L’entrepreuneuriat féminin peut rimer avec défense des droits des femmes. Mais ce n’est pas forcément le cas. Toutes les femmes ne sont pas féministes. Surtout que le sexisme n’est pas à isoler des autres discriminations possibles. En effet, une femme peut être à l’intersection de plusieurs discriminations selon son origine, sa classe sociale, sa religion…

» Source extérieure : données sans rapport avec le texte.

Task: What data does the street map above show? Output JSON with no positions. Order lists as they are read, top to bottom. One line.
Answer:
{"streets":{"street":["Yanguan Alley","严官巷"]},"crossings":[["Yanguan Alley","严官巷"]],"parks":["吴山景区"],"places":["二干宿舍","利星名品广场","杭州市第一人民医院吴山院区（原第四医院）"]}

Un véritable féminisme demande de veiller aux droits de toutes les femmes. C’est la condition pour labelliser une entreprise de féministe, quand bien même elle a à sa tête une entrepreneure. Le combat féministe ne se résume pas à la représentation des femmes dans un domaine. Dans l’expression « Girl Boss », on oublie trop souvent le mot boss. Il indique qu’il s’agit d’une personne qui dirige une entreprise. Alors, même s’il est question d'une femme, les intérêts de l’entrepreneure peuvent aller à l’encontre des revendications féministes. Le scandale de l’enquête de Télérama sur les méthodes de travail chez Louie Media repose sur cette logique. Les journalistes y évoquent notamment des harcèlements moraux et une pression des patronnes qui pousse les employées au burn-out. Ces accusations ont doublement choqué. D'une part, parce que les entrepreneures en question sont des femmes. D’autre part, parce que ce sont des femmes qui traitent de questions féministes. Or, les défenseurs de Louie Media dans cette affaire trouvaient sexiste de s’attaquer à l'un des rares médias dirigé par des femmes, alors que les hommes font de même. Valide ou non, cette argumentation révèle bien que le problème vient de la logique même de l’entreprise capitaliste. Le principe de placer le profit avant l’individu ou l’utilité sociale peut conduire aux mêmes travers, entrepreneuriat féminin ou non. De plus, l’entrepreneuriat peut mettre dans une situation plus vulnérable économiquement que le salariat. Être sa propre patronne suppose veiller à son propre salaire et à sa propre protection sociale. Ainsi, même si l’entrepreneuriat contribue à libérer les femmes, il ne fera pas à lui seul.